The upheavals and disruptions of the past year—from pandemics to protests to riots—have all had the effect of making visible what was once invisible (or at least partially hidden). They have forced us to take a hard look in the mirror at the weaknesses and cracks that have long existed in society in general and supply chains in particular.
In addition to my work on DC Velocity, I also serve as the executive editor of our sister publication, CSCMP’s Supply Chain Quarterly. Several articles in the current, Q1 issue of The Quarterly emphasize this point.
In the cover story (“Covid-19 and the health care supply chain: impacts and lessons learned”), a team of researchers from Clarkson University, the University of New Hampshire, and Mount Sinai Hospital in New York took a close look at what caused the supply disruptions for basic personal protective equipment early in the pandemic. One of the article’s key points is that the health-care industry’s long-time focus on driving down costs has had a deleterious effect on its ability to be resilient and provide quality care during a public health emergency. The researchers argue that declining reimbursements from Medicare, Medicaid, and private insurance companies drove hospitals to exist on razor-thin margins and look to cutting supply costs as a way to cope. This focus on cost rippled back through the supply chain, with distributors and manufacturers chasing low-cost labor and tax incentives in offshore manufacturing. The result? A lack of safety stock and an overreliance on a few offshore manufacturers far away from the point of demand.
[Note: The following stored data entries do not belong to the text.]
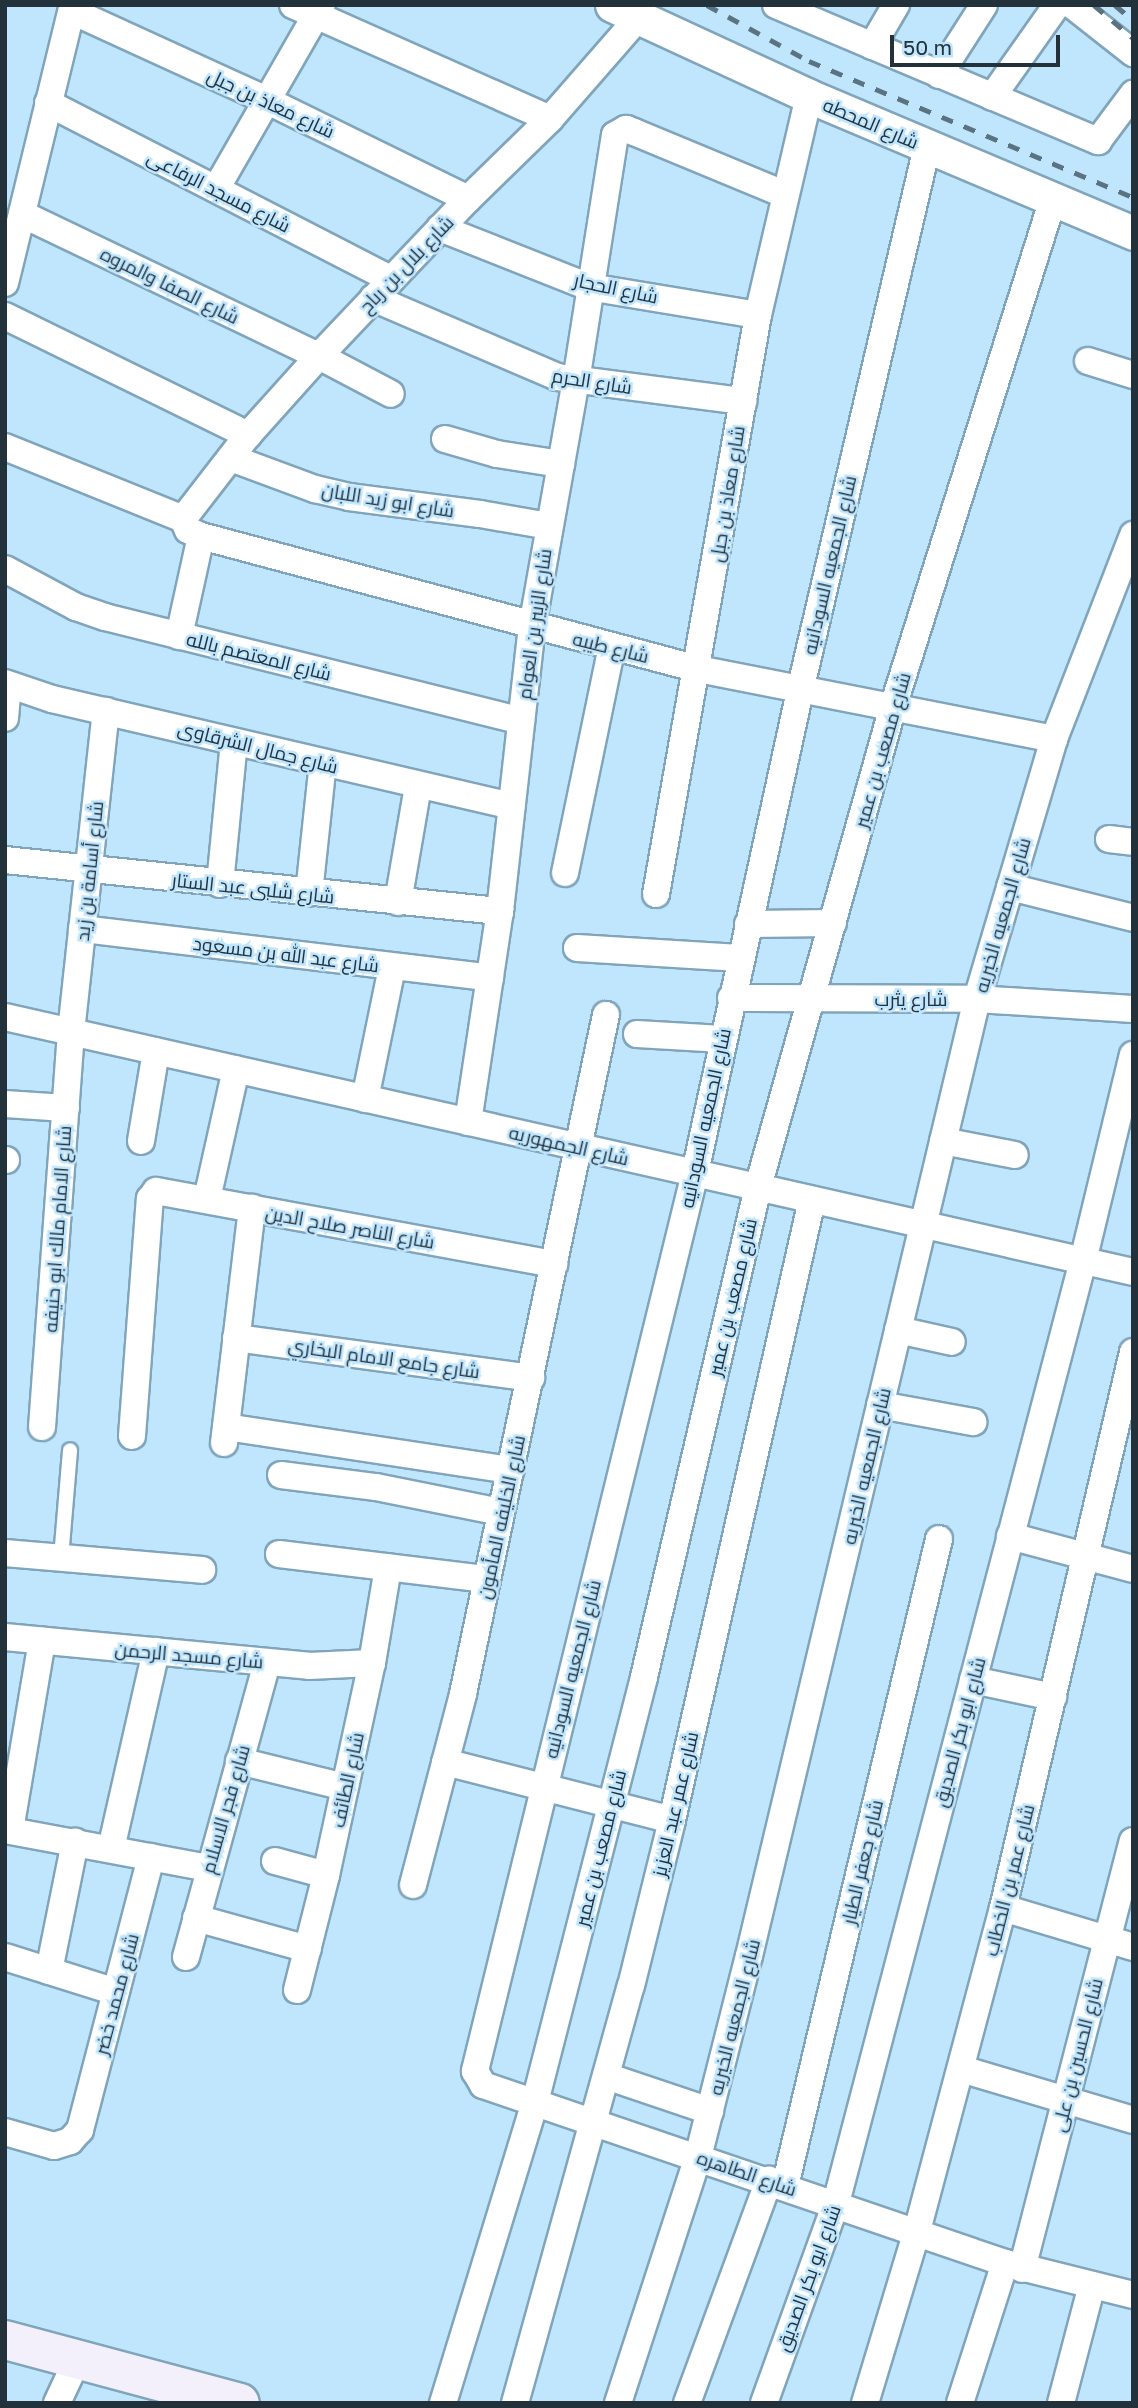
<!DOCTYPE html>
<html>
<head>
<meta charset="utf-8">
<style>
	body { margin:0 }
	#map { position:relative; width:1138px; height:2408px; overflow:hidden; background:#c0e6fe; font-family:"Golos Text",Cairo,sans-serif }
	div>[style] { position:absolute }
	.roads { filter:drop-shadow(2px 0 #80a5bb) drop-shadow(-2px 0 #80a5bb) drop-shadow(0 2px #80a5bb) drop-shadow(0 -2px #80a5bb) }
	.service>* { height:14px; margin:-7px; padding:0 7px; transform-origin:7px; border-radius:7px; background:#fff }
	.minor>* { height:26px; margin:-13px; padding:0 13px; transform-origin:13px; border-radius:13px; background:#fff }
	.tertiary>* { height:33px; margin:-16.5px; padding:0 16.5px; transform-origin:16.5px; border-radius:16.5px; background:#fff }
	.secondary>* { height:38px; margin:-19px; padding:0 19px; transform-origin:19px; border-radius:19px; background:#f3f0fc }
	.rail>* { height:5px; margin-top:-2.5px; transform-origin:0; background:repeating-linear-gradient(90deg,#5b7281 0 12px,transparent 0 24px) }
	span { translate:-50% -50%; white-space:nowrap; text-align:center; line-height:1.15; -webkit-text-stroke:5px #c0e6fe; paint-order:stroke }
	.street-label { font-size:19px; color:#22313a }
	.frame { position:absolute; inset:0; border:7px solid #22313a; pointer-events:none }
	.scale { position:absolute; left:890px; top:35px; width:170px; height:32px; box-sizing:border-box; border:4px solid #22313a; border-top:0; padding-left:9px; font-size:21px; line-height:24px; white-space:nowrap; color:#22313a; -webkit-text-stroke:5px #c0e6fe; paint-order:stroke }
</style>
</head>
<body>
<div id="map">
	<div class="roads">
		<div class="service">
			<i style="left:61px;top:1558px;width:108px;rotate:-85.2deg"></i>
		</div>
		<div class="minor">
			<i style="left:293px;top:5px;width:281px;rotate:23.9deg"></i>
			<i style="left:776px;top:5px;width:350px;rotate:22.9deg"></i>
			<i style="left:1098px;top:141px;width:59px;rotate:-53.3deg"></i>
			<i style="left:1072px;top:5px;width:78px;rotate:38.2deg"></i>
			<i style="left:72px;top:11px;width:213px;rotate:24.6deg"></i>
			<i style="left:266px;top:100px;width:225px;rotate:26.1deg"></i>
			<i style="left:872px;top:46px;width:48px;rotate:-59.7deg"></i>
			<i style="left:939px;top:75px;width:83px;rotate:-57.3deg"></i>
			<i style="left:992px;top:97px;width:113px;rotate:-54.8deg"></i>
			<i style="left:48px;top:103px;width:386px;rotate:27.2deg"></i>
			<i style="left:927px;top:147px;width:559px;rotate:103.14deg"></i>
			<i style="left:800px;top:691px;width:493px;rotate:102.3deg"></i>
			<i style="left:695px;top:1173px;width:925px;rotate:103.77deg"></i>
			<i style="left:475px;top:2071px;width:16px;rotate:60deg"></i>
			<i style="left:483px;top:2085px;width:552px;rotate:18.83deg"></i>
			<i style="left:1005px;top:2263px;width:132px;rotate:14deg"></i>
			<i style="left:216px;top:189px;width:212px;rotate:-60.1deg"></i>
			<i style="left:22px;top:214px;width:329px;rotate:25.6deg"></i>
			<i style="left:319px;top:356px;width:81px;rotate:27.8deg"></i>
			<i style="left:440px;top:228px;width:160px;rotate:21.6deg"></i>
			<i style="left:589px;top:287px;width:171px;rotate:9.4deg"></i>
			<i style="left:5px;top:283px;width:286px;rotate:-76.3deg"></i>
			<i style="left:373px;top:298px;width:200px;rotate:23.2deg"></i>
			<i style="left:557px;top:377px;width:188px;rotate:7.4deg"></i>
			<i style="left:5px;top:316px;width:271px;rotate:26.1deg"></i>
			<i style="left:1088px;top:361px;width:47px;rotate:17.3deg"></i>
			<i style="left:445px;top:439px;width:54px;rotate:16.1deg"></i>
			<i style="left:497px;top:454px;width:65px;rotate:8.9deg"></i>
			<i style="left:5px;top:447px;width:192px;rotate:22deg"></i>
			<i style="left:231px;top:458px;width:90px;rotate:20.3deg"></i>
			<i style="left:315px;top:489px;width:35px;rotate:13deg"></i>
			<i style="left:349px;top:497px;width:132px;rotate:7.4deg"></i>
			<i style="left:480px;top:514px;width:70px;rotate:9.9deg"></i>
			<i style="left:183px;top:519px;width:12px;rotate:66deg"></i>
			<i style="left:188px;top:530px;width:14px;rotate:25deg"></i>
			<i style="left:201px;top:536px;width:514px;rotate:14.98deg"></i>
			<i style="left:698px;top:669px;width:363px;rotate:11.1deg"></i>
			<i style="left:183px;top:519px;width:106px;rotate:-52.3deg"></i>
			<i style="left:248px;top:435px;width:106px;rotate:-48.1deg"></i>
			<i style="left:319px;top:356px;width:216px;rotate:-46.5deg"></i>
			<i style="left:468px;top:199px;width:115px;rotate:-44.3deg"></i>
			<i style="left:550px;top:119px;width:135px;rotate:-48.9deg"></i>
			<i style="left:5px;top:569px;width:81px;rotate:28.2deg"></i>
			<i style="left:76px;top:607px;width:31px;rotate:19deg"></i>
			<i style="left:105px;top:617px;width:429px;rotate:14deg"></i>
			<i style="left:179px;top:636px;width:102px;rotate:-77.6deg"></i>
			<i style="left:5px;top:683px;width:50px;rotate:18.8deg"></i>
			<i style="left:52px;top:699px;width:472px;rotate:13.1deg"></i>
			<i style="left:5px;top:718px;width:33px;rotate:-85deg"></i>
			<i style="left:1109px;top:839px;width:24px;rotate:7deg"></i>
			<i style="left:5px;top:860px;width:498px;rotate:5.9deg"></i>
			<i style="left:565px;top:873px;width:231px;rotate:-78.3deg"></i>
			<i style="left:220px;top:884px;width:143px;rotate:-84.4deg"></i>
			<i style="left:1010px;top:887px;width:127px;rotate:14.1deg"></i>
			<i style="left:309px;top:893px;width:131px;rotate:-83.9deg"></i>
			<i style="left:656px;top:894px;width:588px;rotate:-80.01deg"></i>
			<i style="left:758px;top:315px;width:225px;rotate:-76.9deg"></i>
			<i style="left:398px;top:902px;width:118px;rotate:-80.2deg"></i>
			<i style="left:748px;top:924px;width:85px;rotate:-0.7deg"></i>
			<i style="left:82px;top:929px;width:411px;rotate:6.8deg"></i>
			<i style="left:577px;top:948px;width:163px;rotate:3.5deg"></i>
			<i style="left:731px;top:998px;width:246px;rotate:0.2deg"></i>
			<i style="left:977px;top:999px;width:156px;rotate:3.7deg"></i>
			<i style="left:5px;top:1017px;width:1156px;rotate:12.74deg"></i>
			<i style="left:637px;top:1034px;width:86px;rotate:3.3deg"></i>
			<i style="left:365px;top:1099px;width:135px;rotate:-78.4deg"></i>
			<i style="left:5px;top:1104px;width:61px;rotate:3.8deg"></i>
			<i style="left:468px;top:1122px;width:213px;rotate:-81.4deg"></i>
			<i style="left:500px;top:911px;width:286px;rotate:-83.6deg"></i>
			<i style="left:532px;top:627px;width:250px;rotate:-79.9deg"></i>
			<i style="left:576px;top:381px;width:249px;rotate:-81deg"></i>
			<i style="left:615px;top:135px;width:13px;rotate:-29deg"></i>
			<i style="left:626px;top:129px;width:9px;rotate:21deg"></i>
			<i style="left:634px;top:132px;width:162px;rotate:22.5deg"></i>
			<i style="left:141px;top:1141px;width:91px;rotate:-80.5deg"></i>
			<i style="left:943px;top:1141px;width:73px;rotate:11deg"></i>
			<i style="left:5px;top:1160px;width:1px"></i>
			<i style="left:207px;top:1199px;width:133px;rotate:-77.4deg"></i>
			<i style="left:898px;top:1330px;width:55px;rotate:12.5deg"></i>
			<i style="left:236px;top:1338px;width:298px;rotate:7.7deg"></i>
			<i style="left:880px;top:1405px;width:95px;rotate:10.4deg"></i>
			<i style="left:42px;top:1427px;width:396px;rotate:-85.8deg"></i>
			<i style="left:71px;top:1032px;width:323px;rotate:-83.8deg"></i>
			<i style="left:226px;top:1427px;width:288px;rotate:8.6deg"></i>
			<i style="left:132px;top:1436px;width:238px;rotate:-85.7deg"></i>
			<i style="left:150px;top:1199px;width:10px;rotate:-53deg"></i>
			<i style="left:156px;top:1191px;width:405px;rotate:10.4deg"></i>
			<i style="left:224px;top:1443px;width:237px;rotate:-83.2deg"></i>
			<i style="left:281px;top:1475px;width:96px;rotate:7.2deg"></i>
			<i style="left:376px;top:1487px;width:127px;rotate:11.3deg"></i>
			<i style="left:1010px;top:1536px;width:127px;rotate:15deg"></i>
			<i style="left:5px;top:1553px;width:198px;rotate:4.9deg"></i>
			<i style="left:279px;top:1554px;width:209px;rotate:6.9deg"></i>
			<i style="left:5px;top:1637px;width:305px;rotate:5.4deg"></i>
			<i style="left:309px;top:1666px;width:63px;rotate:-2.7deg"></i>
			<i style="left:973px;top:1680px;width:82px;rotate:12deg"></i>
			<i style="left:239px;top:1761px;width:109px;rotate:13.8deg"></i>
			<i style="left:445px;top:1762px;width:234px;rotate:14.3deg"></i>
			<i style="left:5px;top:1830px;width:207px;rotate:10.6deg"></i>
			<i style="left:10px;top:1830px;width:192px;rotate:-80.4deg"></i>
			<i style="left:111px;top:1849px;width:203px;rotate:-77.2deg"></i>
			<i style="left:275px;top:1861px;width:53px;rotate:15.4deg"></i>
			<i style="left:413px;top:1885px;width:197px;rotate:-75.3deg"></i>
			<i style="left:463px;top:1694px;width:694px;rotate:-78.11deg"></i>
			<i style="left:1003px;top:1908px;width:136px;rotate:16.7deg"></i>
			<i style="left:196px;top:1918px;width:116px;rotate:15.5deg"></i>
			<i style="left:5px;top:1957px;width:116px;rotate:17.5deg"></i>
			<i style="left:186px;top:1957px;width:306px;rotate:-74.6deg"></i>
			<i style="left:49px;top:1971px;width:132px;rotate:-78.6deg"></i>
			<i style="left:297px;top:1990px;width:119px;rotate:-75.8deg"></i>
			<i style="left:326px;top:1875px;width:217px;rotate:-77.8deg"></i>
			<i style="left:372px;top:1663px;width:97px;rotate:-80.5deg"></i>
			<i style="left:961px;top:2069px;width:179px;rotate:16.5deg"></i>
			<i style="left:606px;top:2076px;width:110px;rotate:18.6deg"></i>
			<i style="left:5px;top:2132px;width:51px;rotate:15.9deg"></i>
			<i style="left:54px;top:2146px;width:17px;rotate:-17deg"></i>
			<i style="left:70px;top:2141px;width:15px;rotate:-48deg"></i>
			<i style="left:80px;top:2130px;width:282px;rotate:-75.4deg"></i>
			<i style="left:785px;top:2186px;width:665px;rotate:-76.61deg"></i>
			<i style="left:1022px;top:2269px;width:442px;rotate:-75.5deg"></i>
			<i style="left:57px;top:2403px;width:50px;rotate:-65deg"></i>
			<i style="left:443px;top:2403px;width:315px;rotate:-73deg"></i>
			<i style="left:535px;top:2102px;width:439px;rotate:-75.6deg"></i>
			<i style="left:644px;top:1677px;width:503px;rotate:-76.9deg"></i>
			<i style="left:758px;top:1187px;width:499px;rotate:-74.3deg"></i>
			<i style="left:893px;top:707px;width:533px;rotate:-72.52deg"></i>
			<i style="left:515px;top:2403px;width:433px;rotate:-74.5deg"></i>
			<i style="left:631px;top:1986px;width:171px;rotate:-76.1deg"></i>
			<i style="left:672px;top:1820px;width:636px;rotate:-77.28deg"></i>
			<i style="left:618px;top:2403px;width:259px;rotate:-72deg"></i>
			<i style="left:698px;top:2157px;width:207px;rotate:-75.8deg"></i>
			<i style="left:749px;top:1956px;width:984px;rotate:-76.6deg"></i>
			<i style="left:977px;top:999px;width:271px;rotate:-73.5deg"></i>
			<i style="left:1054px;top:739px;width:219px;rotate:-68.8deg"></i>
			<i style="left:687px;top:2403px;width:238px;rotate:-69.8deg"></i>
			<i style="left:764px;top:2403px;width:213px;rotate:-70.2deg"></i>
			<i style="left:836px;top:2203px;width:974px;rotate:-75.31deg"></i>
			<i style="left:1083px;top:1261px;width:212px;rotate:-76.4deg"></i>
			<i style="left:865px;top:2403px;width:180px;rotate:-73.2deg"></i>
			<i style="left:917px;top:2231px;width:334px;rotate:-75.1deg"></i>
			<i style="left:1003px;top:1908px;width:571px;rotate:-76.84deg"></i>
			<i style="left:960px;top:2403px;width:147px;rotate:-72.2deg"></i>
			<i style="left:1061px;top:2403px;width:122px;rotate:-75.3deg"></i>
		</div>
		<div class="tertiary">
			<i style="left:612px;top:5px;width:217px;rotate:24.8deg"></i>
			<i style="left:809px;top:96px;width:352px;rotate:22.9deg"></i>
		</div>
		<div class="secondary">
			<i style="left:5px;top:2340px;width:243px;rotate:15deg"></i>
		</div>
	</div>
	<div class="rail">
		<i style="left:707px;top:5px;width:116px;rotate:28.8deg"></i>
		<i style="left:809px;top:61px;width:351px;rotate:22.8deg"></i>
		<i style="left:1094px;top:5px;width:51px;rotate:40.2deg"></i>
		<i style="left:1115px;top:5px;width:23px;rotate:40deg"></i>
	</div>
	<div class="street-label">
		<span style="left:271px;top:103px;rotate:25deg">شارع معاذ بن جبل</span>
		<span style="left:871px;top:123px;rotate:23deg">شارع المحطه</span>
		<span style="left:219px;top:191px;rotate:27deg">شارع مسجد الرفاعى</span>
		<span style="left:406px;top:264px;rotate:-46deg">شارع بلال بن رباح</span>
		<span style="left:170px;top:285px;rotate:26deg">شارع الصفا والمروه</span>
		<span style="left:616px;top:288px;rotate:12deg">شارع الحجار</span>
		<span style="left:592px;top:381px;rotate:9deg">شارع الحرم</span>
		<span style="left:727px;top:494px;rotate:-81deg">شارع معاذ بن جبل</span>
		<span style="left:388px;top:500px;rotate:9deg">شارع ابو زيد اللبان</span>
		<span style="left:829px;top:565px;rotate:-77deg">شارع الجمعيه السودانيه</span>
		<span style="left:534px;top:624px;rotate:-82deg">شارع الزبير بن العوام</span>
		<span style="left:611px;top:647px;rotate:14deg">شارع طيبه</span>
		<span style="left:259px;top:656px;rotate:14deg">شارع المعتصم بالله</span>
		<span style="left:258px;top:747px;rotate:14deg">شارع جمال الشرقاوى</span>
		<span style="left:882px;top:750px;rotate:-74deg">شارع مصعب بن عمير</span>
		<span style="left:89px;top:871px;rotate:-84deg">شارع أسامة بن زيد</span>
		<span style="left:253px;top:888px;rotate:6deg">شارع شلبى عبد الستار</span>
		<span style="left:1002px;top:915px;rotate:-74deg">شارع الجمعيه الخيريه</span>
		<span style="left:286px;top:954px;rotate:7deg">شارع عبد الله بن مسعود</span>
		<span style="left:911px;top:999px">شارع يثرب</span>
		<span style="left:705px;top:1118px;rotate:-78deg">شارع الجمعيه السودانيه</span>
		<span style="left:569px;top:1145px;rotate:13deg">شارع الجمهوريه</span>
		<span style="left:350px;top:1227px;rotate:10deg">شارع الناصر صلاح الدين</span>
		<span style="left:57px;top:1229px;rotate:-86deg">شارع الامام مالك ابو حنيفه</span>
		<span style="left:732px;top:1297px;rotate:-77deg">شارع مصعب بن عمير</span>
		<span style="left:384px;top:1358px;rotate:8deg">شارع جامع الامام البخاري</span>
		<span style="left:866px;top:1466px;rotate:-77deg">شارع الجمعيه الخيريه</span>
		<span style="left:501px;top:1517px;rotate:-78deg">شارع الخليفه المأمون</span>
		<span style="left:189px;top:1655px;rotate:5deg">شارع مسجد الرحمن</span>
		<span style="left:572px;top:1669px;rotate:-76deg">شارع الجمعيه السودانيه</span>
		<span style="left:959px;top:1732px;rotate:-75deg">شارع ابو بكر الصديق</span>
		<span style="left:347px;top:1780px;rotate:-78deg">شارع الطائف</span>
		<span style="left:675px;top:1804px;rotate:-77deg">شارع عمر عبد العزيز</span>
		<span style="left:225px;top:1809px;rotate:-74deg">شارع فجر الاسلام</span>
		<span style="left:600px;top:1848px;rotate:-76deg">شارع مصعب بن عمير</span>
		<span style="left:862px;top:1862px;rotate:-77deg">شارع جعفر الطيار</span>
		<span style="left:1009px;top:1880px;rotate:-76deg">شارع عمر بن الخطاب</span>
		<span style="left:116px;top:1994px;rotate:-75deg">شارع محمد خضر</span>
		<span style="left:734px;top:2017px;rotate:-76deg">شارع الجمعيه الخيريه</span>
		<span style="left:1077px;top:2055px;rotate:-76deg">شارع الحسين بن على</span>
		<span style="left:747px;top:2173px;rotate:19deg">شارع الطاهره</span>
		<span style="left:808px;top:2278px;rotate:-70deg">شارع ابو بكر الصديق</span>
	</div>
	<div class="frame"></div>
	<div class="scale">50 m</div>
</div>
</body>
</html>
The cost of focusing too much on cost is echoed in research conducted by consultant Kelly Thomas on supply chain management’s effect on market capitalization and reported in “What type of supply chain strategy drives market cap leadership?” Thomas looked at market capitalization and financial statements for 1,500 companies in order to assess what supply chain management-related financial measures correlated with market capitalization. Not surprisingly, profitability measures, like operating margin, net margin, and earnings, all have a direct correlation to market cap. Perhaps what is surprising is that Thomas could find no correlation between cost-related measures and market capitalization. For example, there was no link between inventory turns—one of the most oft-discussed supply chain metrics—and market capitalization. In fact, market cap leaders are more likely to perform worse than their peers when it comes to inventory turns—oftentimes, much worse.
The reason? Thomas argues that more and more, the path toward profitability lies through customer satisfaction, which often requires more products and variants customized to specific customer segments and more tailored (and faster) delivery options. In this environment, you can’t make your supply chain a profit center by focusing solely on cutting costs and optimizing assets.
As we attempt to survive these tough economic times when even top economists struggle to predict which way the wind will blow, it’s tempting to shut out all the noise and focus on what we already know and do best. We know and understand how to cut costs. In a complex world, this strategy seems so appealingly simple. So much safer than dealing with the messy business of trade-offs and the scary possibility of trying to innovate but failing big.
But if this past year has taught us anything, it’s that a focus on cost limits a supply chain’s ability to be resilient, it limits our ability to take care of our employees and our suppliers’ employees, and it limits our ability to be innovative and truly delight our customers.
While it is possible to run a supply chain by always zeroing in on cost control, is that the type of operation that we dream about running? Do we want to live another day, only to have to get up in the morning and make still more cuts?